For billing, a surprising number of organizations reported that they either had no consulting unit (13.2%) or did not have a fee-for-service charge (34.2% ), instead relying on percent effort from grants. Similarly, 28.9% of respondents reported that they used their organization’s Office of Sponsored Projects/Grants Office to handle billing. Two respondents (5.3%) reported using an academic class staffed by grad students or a TA system to handle consulting and thus did not charge. Of those organizations with a consulting unit, thirteen (34.2%) reported no formal system for billing. Eight organizations (21.1%) use enterprise billing software, including iLab, Replicon, Labvantage, and Stratocore (in declining order of popularity). Most of those packages include software for tracking projects; however, it was not always clear if the organization in question makes use of that feature. Lastly, eight organizations have built in-house software to handle billing/and or project management.


For project tracking and capturing project requests, fifteen organizations (39.5%) reported using an online form/database. Microsoft Forms/Excel/Microsoft Access was the most popular software in use with a total of nine organizations, but six groups used either REDCap, Google Forms, ClickUp or Qualtrics to track projects. A surprising 36.4% of respondents with consulting units stated that they had no system for tracking projects and relied on individual consultants to track projects on their own.



It was surprising to us, how many respondents do not use a formal project tracking/billing system. We do understand that although enterprise software, which handles both billing and project tracking, provides an end-to-end solution, most of these packages have quite expensive annual license charges. While it may be enticing to build an in-house software solution, 25% of the groups that use such a system reported significant system failures. For our own organization, we are attempting to use Power Automate to handle project tracking/project startup and invoicing.
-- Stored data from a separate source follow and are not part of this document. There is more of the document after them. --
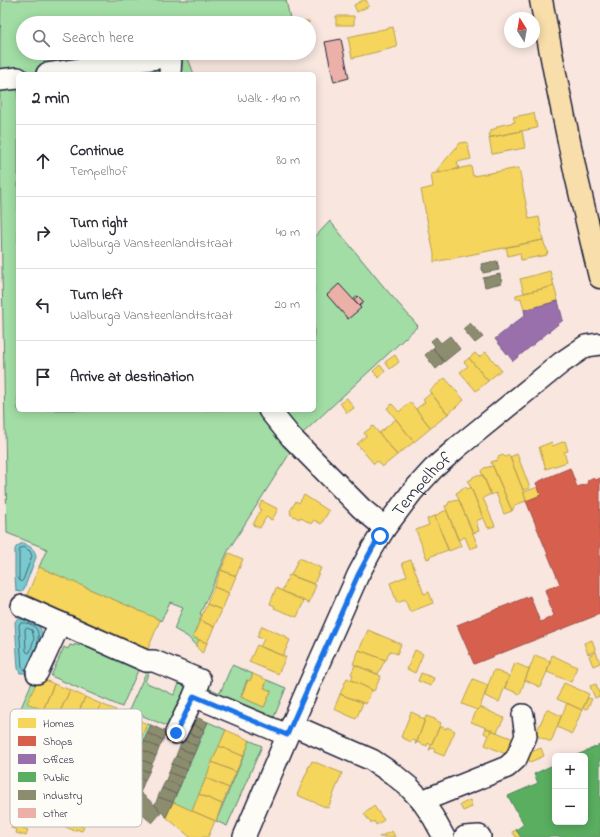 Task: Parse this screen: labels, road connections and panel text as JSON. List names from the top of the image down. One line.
{"streets":{"street":["Tempelhof"]},"legend":["Homes","Shops","Offices","Public","Industry","Other"],"north":"top","page":{"search":"Search here","heading":["2 min","Walk · 140 m"],"list":[["Continue","Tempelhof","80 m"],["Turn right","Walburga Vansteenlandtstraat","40 m"],["Turn left","Walburga Vansteenlandtstraat","20 m"],"Arrive at destination"],"map_buttons":["+","−"]}} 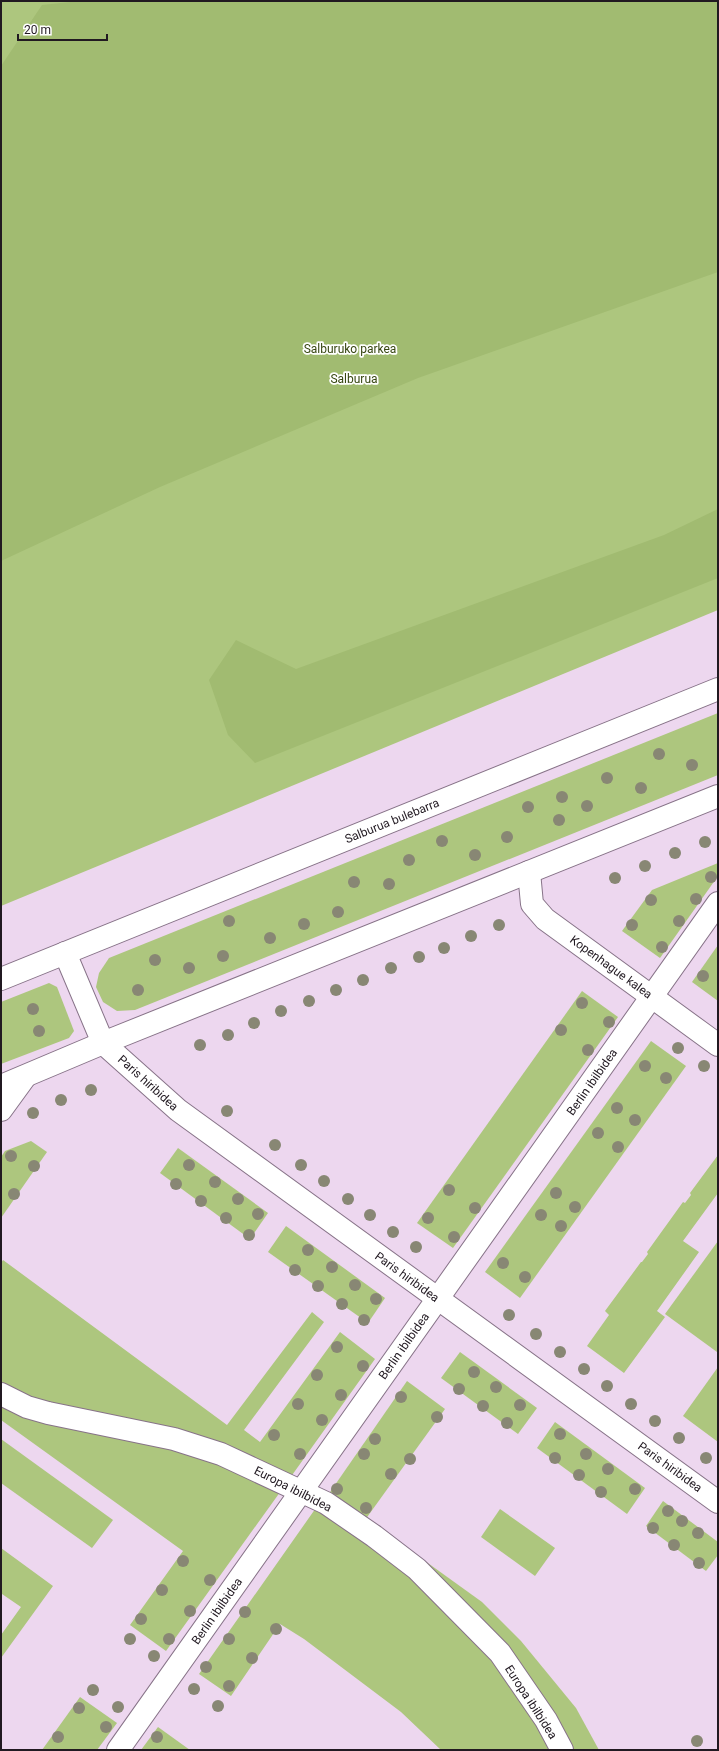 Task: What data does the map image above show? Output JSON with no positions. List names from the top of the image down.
{
  "streets": {
    "street": [
      "Salburua bulebarra",
      "Kopenhague kalea",
      "Berlin ibilbidea",
      "Paris hiribidea",
      "Europa ibilbidea"
    ]
  },
  "crossings": [
    ["Kopenhague kalea", "Berlin ibilbidea"],
    ["Berlin ibilbidea", "Paris hiribidea"],
    ["Berlin ibilbidea", "Europa ibilbidea"]
  ],
  "parks": ["Salburuko parkea", "Salburua"],
  "scale_bar": "20 m"
}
We also posted on Reddit in r/statistics with the same questions and the most helpful response suggested Jira for project tracking and time entry.


Note: Close to 15% of survey recipients replied saying they forwarded our questions to another individual in their organization; but we did not hear back by the close of the study. This brings the overall response rate to over 50% (including non-answer responses).


Acknowledgements: Thank you to Dr. Rongshun Zhu and Trish Goedecke, MSc, for all your help and of course, thank you to all the respondents.